Data extract:

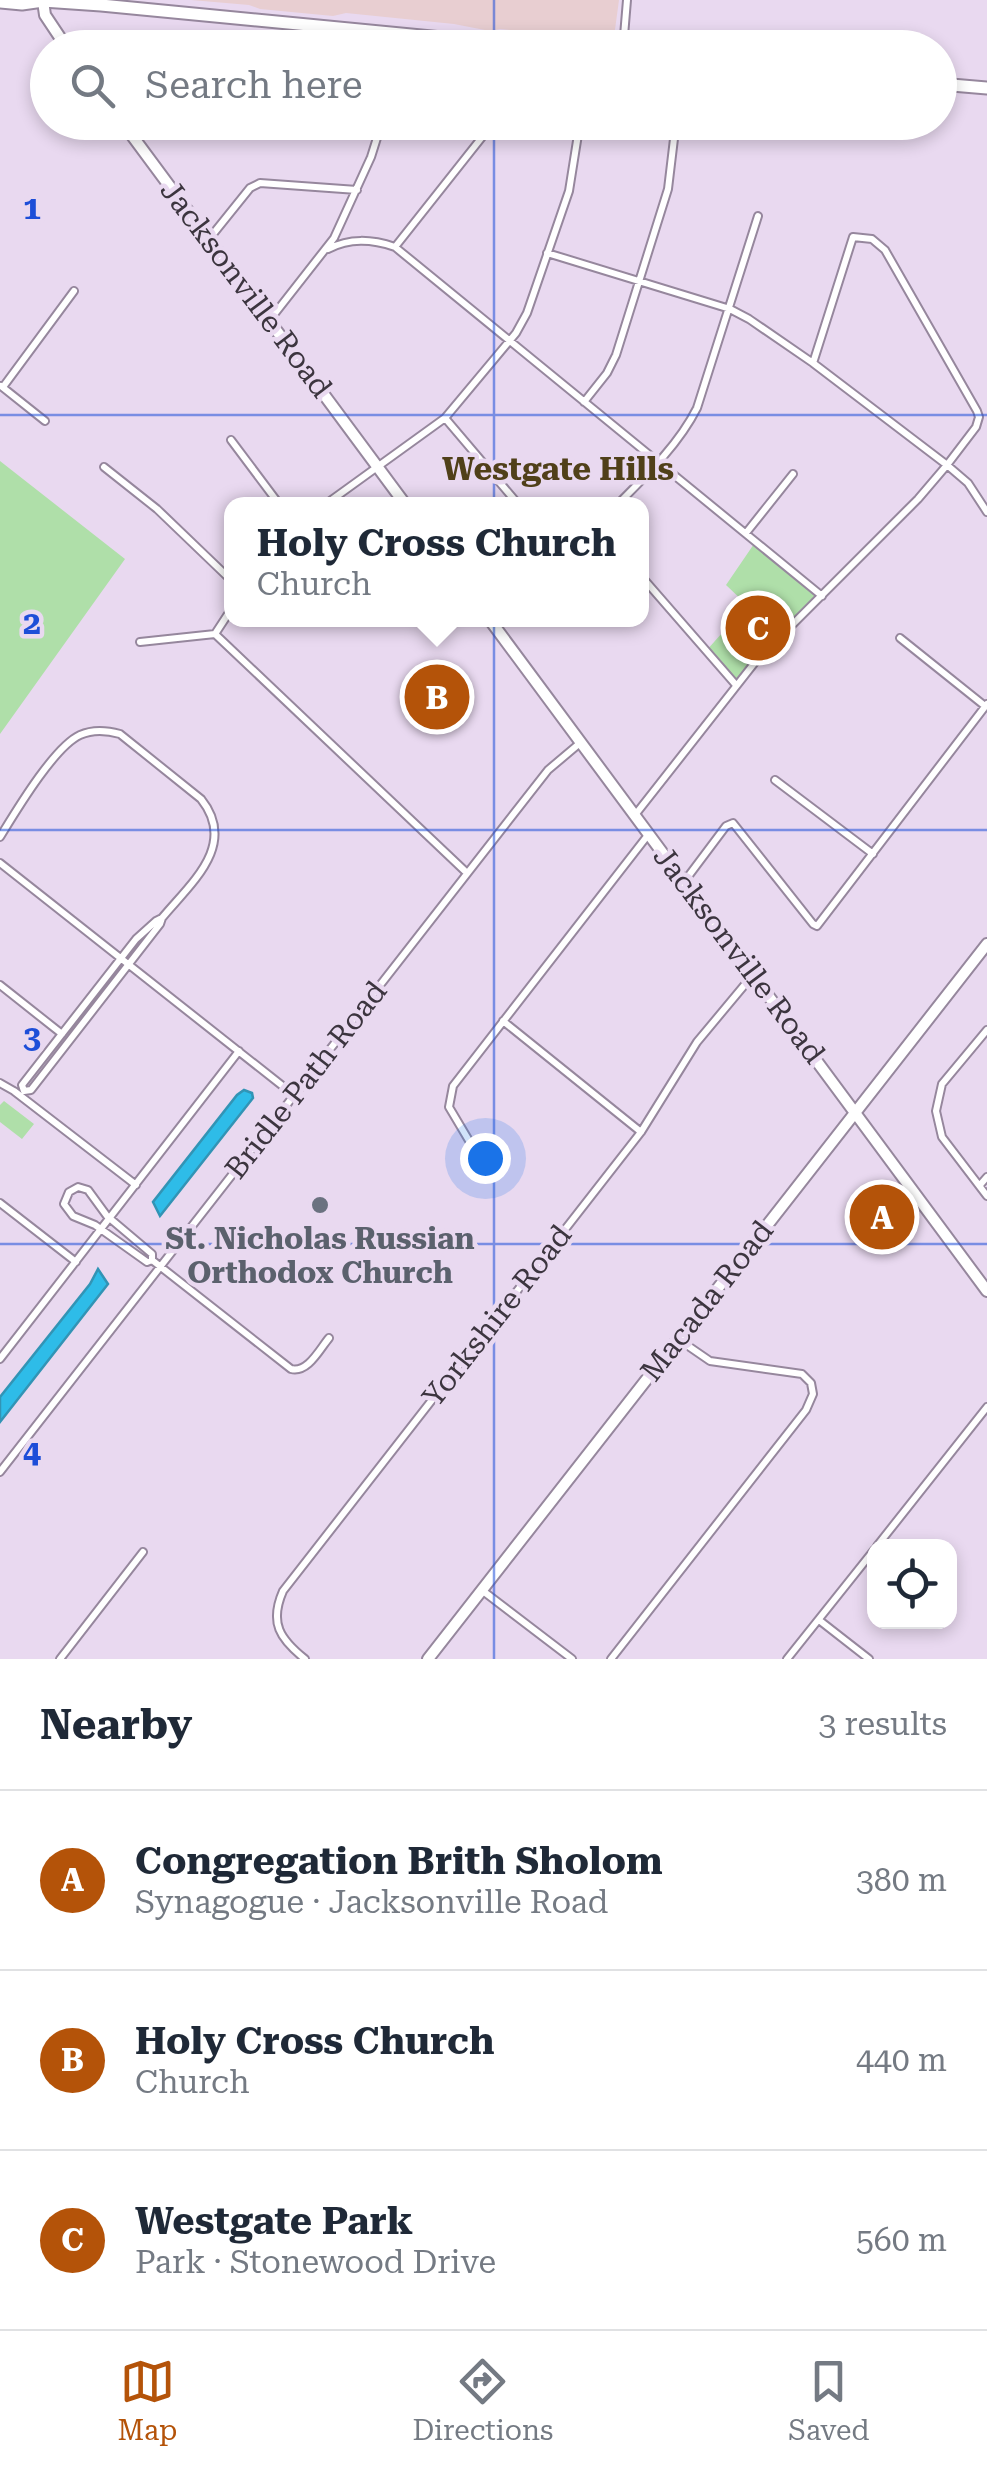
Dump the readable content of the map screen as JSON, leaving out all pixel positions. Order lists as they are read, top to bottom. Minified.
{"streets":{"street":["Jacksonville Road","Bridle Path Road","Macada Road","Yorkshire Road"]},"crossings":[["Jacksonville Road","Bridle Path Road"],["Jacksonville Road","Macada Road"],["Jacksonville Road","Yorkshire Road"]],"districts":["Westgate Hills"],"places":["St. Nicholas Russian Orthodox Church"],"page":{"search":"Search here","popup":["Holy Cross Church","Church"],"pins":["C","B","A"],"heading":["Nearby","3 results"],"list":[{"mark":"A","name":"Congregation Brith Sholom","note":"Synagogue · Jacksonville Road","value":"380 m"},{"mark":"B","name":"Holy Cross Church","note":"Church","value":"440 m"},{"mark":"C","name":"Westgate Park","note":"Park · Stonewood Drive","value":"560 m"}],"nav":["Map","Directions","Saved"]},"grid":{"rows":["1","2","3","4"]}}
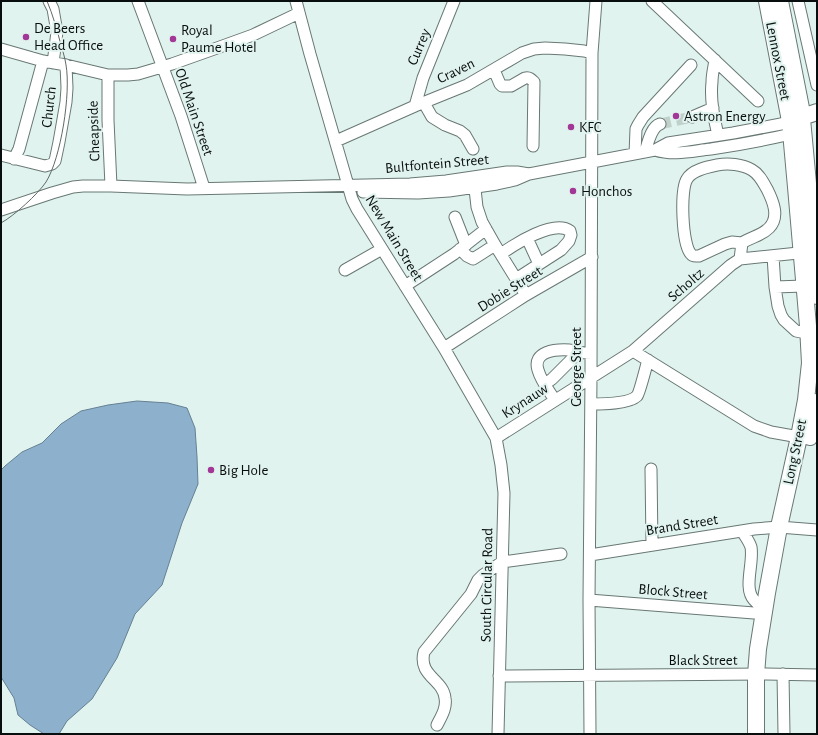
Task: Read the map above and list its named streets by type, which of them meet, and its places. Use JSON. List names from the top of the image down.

---

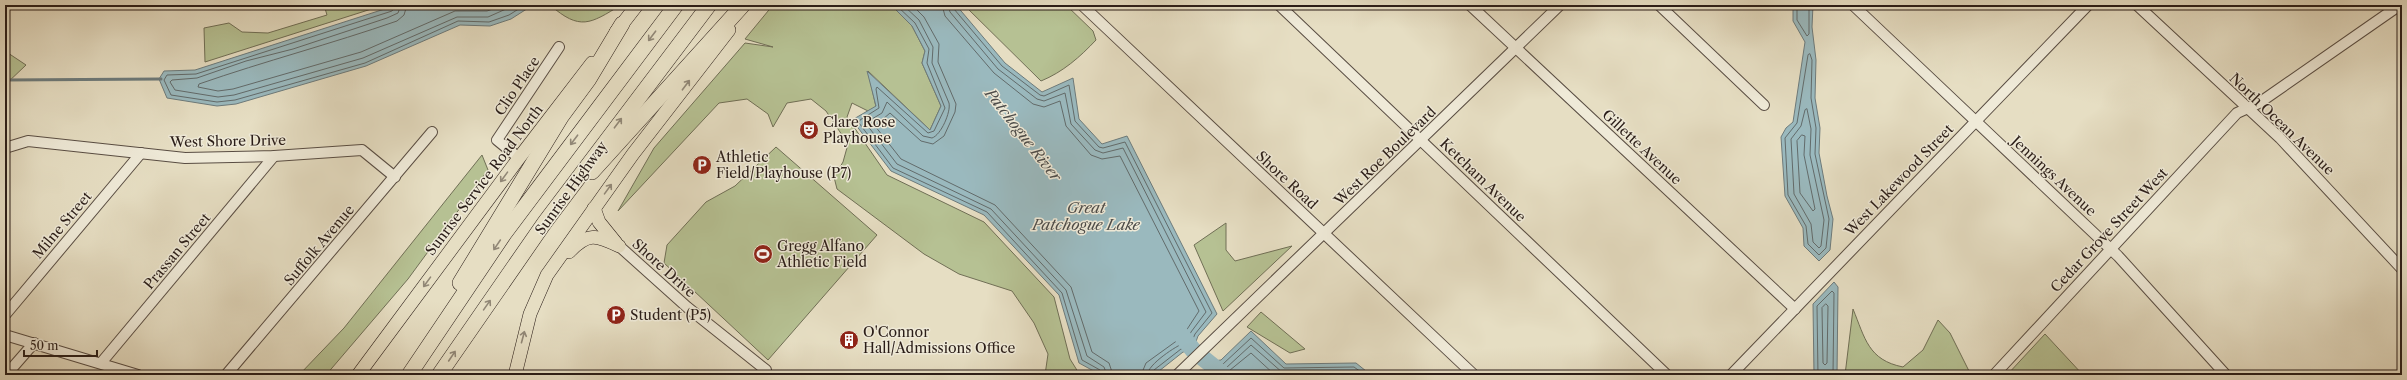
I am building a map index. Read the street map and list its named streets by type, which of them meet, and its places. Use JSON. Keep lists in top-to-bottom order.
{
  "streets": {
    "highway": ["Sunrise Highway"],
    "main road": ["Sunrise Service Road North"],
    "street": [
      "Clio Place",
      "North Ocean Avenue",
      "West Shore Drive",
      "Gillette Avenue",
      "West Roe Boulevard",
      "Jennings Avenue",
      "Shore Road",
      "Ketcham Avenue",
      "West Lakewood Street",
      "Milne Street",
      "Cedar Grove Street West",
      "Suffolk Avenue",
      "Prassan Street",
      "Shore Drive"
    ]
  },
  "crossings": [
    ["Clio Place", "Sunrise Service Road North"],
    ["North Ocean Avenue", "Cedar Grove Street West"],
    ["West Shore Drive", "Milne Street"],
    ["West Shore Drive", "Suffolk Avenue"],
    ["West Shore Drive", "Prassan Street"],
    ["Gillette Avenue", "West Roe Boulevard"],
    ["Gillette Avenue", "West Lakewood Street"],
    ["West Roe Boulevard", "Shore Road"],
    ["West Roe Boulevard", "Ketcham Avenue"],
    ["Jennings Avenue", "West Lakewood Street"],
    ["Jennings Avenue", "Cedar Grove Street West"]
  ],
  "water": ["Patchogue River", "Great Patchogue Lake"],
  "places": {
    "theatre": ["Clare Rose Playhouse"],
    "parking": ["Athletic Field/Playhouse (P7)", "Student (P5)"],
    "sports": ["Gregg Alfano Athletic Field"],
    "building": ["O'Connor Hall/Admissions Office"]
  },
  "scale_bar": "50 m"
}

Requirement:
When copying from the data above, print only the lines from the line containing "Dump the readable" to the line containing "Task: Read the", exactly, and leave the pictures out.

Problem solution:
Dump the readable content of the map screen as JSON, leaving out all pixel positions. Order lists as they are read, top to bottom. Minified.
{"streets":{"street":["Jacksonville Road","Bridle Path Road","Macada Road","Yorkshire Road"]},"crossings":[["Jacksonville Road","Bridle Path Road"],["Jacksonville Road","Macada Road"],["Jacksonville Road","Yorkshire Road"]],"districts":["Westgate Hills"],"places":["St. Nicholas Russian Orthodox Church"],"page":{"search":"Search here","popup":["Holy Cross Church","Church"],"pins":["C","B","A"],"heading":["Nearby","3 results"],"list":[{"mark":"A","name":"Congregation Brith Sholom","note":"Synagogue · Jacksonville Road","value":"380 m"},{"mark":"B","name":"Holy Cross Church","note":"Church","value":"440 m"},{"mark":"C","name":"Westgate Park","note":"Park · Stonewood Drive","value":"560 m"}],"nav":["Map","Directions","Saved"]},"grid":{"rows":["1","2","3","4"]}}
Task: Read the map above and list its named streets by type, which of them meet, and its places. Use JSON. List names from the top of the image down.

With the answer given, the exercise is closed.